BW.Timer = (function () {
return {
Add: function (o) {
alert(o);
},
Remove: function (o) {
alert(o);
}
};
} ());
And...
BW.Timer = function () {
return {
Add: function (o) {
alert(o);
},
Remove: function (o) {
alert(o);
}
};
};
The first is the return-value of the immediately-invoked function. The second is a function. It essentially comes down to what the difference is between these:
var f = (function() { return 0; })();
var f = function() { return 0; };
Since the first function is called immediately, the value of 0 is given to the variable f. The first f is not a function. However, the second f we must call in order to get the value:
f(); // 0
It follows that in your example, the first BW.Timer is the object literal itself and the second is a function returning an object literal. You must call the function in order to get to the object:
BW.Timer().Add(x);
Why use the first then?
You might ask yourself why one would use a syntax like a = (function() { return {}; })() instead of a = {}, but there's a good reason. An IIFE (Immeditately-Invoked Function Expression), unlike a regular function allows the emulation of static variables (variables that maintain their value through a single instance). For example:
var module = (function() {
var x = 0;
return { get: function() { return x },
set: function(n) { x = n }
};
})();
The above a text-book example of the Module Pattern. Since the function is called right away, the variable x is instantiated and the return value (the object) is given to module. There's no way we can get to x other than by using the get and set methods provided for us. Therefore, x is static, meaning its variable won't be overridden each time you use module.
module.set(5);
module.get(); // 5
On the other hand, let's see an example where module is declared as a function instead:
// assume module was made as a function
module().set(5);
module().get(); // 0
When we call module() the x variable is overridden each time. So we're effectively using different instances of module and x each time we call module.

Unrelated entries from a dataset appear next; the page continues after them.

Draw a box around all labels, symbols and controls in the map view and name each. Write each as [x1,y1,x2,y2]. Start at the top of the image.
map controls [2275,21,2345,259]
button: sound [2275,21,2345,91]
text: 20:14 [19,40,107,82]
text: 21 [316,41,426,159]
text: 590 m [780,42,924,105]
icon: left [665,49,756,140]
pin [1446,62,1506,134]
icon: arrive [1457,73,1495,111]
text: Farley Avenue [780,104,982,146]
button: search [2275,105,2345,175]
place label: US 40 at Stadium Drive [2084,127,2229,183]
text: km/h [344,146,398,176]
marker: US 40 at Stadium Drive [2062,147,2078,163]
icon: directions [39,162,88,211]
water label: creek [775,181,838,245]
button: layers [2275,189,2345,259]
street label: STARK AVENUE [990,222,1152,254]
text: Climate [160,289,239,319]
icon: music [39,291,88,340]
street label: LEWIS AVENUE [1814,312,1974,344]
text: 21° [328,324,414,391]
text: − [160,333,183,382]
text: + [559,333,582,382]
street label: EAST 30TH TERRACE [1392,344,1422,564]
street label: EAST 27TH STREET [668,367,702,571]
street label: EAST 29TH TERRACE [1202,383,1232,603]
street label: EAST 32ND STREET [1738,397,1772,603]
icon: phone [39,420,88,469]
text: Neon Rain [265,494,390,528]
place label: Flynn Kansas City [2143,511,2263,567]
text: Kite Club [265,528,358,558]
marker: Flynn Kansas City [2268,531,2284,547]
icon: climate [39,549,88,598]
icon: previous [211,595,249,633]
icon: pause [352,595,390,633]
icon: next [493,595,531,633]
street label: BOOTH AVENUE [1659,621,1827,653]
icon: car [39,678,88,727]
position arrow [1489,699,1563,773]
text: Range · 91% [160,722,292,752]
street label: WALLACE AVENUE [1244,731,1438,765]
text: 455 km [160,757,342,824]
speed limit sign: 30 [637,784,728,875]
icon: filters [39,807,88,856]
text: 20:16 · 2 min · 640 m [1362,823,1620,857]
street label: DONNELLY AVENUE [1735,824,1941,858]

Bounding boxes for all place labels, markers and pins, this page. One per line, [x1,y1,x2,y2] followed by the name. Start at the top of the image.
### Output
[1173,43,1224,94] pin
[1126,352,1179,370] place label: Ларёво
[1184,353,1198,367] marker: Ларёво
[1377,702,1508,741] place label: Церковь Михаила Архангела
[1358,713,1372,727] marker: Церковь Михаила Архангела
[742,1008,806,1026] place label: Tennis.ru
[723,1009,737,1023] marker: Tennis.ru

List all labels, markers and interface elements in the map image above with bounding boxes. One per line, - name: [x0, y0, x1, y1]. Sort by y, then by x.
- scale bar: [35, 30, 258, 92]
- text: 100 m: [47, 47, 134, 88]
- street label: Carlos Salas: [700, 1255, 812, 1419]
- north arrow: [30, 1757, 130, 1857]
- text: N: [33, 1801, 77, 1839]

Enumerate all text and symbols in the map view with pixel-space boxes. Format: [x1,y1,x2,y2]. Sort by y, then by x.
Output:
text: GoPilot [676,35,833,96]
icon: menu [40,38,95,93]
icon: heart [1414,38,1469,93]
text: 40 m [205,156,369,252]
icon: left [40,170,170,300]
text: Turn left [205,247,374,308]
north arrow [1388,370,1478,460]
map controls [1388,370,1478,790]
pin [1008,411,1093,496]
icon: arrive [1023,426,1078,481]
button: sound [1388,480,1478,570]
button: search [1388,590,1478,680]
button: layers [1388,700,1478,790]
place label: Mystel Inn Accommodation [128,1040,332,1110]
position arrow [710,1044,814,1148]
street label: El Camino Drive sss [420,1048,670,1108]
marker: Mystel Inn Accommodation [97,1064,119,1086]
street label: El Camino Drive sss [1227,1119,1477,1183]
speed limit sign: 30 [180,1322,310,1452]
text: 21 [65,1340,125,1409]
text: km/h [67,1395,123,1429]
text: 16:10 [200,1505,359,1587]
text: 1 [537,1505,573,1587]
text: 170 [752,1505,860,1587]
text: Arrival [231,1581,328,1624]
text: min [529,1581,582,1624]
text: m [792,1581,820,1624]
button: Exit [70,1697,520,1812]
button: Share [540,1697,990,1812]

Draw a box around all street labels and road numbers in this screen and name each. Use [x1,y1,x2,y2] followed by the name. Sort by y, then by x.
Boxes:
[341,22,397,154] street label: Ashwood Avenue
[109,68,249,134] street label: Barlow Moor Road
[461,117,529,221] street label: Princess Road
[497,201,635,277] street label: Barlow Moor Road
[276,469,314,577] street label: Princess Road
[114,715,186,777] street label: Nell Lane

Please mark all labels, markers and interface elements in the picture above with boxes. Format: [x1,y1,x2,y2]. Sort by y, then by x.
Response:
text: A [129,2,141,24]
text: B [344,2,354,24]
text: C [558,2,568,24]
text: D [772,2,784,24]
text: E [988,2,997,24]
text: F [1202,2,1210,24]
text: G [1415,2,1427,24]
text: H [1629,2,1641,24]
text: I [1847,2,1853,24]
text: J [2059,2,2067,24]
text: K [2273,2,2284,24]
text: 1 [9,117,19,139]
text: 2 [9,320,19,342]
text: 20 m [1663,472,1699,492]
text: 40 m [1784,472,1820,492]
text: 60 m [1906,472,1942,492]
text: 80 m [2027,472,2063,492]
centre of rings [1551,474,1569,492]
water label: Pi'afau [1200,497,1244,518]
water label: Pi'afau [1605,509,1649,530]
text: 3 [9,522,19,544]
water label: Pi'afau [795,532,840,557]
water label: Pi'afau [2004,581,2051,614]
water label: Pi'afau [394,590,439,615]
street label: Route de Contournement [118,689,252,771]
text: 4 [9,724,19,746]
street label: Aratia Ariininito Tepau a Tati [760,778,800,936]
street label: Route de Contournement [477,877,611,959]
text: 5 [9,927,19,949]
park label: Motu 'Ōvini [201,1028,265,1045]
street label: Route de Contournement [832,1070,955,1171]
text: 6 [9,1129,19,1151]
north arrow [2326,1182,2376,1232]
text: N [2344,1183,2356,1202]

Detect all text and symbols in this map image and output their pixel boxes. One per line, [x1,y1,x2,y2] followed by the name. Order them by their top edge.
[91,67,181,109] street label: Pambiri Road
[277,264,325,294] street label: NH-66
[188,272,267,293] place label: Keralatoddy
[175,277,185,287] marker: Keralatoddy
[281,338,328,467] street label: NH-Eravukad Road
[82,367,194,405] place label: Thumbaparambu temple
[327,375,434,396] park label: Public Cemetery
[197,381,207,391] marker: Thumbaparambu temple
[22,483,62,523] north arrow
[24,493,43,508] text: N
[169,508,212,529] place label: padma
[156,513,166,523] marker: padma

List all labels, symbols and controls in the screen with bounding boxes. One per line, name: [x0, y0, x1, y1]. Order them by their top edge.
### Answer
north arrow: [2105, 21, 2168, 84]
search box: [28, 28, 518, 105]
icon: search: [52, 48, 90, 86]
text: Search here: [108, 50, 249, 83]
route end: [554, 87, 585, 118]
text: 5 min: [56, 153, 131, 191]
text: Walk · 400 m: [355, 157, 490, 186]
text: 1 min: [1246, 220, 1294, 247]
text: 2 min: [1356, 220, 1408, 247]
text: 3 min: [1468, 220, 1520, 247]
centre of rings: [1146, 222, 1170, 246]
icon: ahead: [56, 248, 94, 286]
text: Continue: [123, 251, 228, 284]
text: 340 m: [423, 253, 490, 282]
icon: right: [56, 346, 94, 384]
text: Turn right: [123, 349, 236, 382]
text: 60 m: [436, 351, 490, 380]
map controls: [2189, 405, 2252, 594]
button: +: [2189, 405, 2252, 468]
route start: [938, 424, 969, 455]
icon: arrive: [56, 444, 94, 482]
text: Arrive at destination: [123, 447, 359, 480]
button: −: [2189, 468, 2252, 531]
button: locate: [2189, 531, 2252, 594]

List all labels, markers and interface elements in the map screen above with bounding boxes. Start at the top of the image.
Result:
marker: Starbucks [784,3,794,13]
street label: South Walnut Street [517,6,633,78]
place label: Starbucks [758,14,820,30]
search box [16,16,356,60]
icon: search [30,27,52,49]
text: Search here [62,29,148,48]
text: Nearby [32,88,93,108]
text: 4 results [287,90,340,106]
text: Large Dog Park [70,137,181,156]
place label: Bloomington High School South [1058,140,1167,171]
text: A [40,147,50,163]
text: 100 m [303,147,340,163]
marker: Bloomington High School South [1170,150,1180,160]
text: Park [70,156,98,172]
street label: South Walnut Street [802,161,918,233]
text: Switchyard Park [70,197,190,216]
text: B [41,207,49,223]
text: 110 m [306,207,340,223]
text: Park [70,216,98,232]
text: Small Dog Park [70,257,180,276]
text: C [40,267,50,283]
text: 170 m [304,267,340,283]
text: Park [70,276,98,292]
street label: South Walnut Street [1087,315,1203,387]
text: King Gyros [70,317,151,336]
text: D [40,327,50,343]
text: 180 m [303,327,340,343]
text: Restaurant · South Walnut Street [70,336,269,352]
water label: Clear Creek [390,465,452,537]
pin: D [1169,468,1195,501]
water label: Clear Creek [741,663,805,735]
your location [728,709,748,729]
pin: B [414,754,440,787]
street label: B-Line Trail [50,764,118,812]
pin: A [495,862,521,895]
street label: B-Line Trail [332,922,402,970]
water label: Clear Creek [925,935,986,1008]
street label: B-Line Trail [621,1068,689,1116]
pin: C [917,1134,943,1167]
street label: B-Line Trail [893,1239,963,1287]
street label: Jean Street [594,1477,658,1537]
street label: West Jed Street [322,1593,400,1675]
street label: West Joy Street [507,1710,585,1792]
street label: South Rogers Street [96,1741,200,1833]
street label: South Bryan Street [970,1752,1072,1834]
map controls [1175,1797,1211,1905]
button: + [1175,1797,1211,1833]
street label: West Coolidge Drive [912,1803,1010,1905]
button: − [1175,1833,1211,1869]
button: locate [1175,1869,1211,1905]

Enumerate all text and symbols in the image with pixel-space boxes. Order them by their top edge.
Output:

The difference is rather large.
In the first case, BW.Timer is executed when it is first encountered, and that is the static version assigned to BW.Timer. In that instance, BW.Timer.Add(1) may be used. Each call to BW.Timer will be the same object.
In the second case, BW.Timer is not executed when first encountered, and instead is a function referece which must be invoked BW.Timer(). For Add to be used, this must be the case BW.Timer().Add(1). Also, you can issue var timer = new BM.Timer();. Each instance of BW.Timer() will be unique here.
In the first example BW.Timer references an object that the self-executing function returns, while in the second example it references a function object, in other words it's a function that can be executed BW.Timer().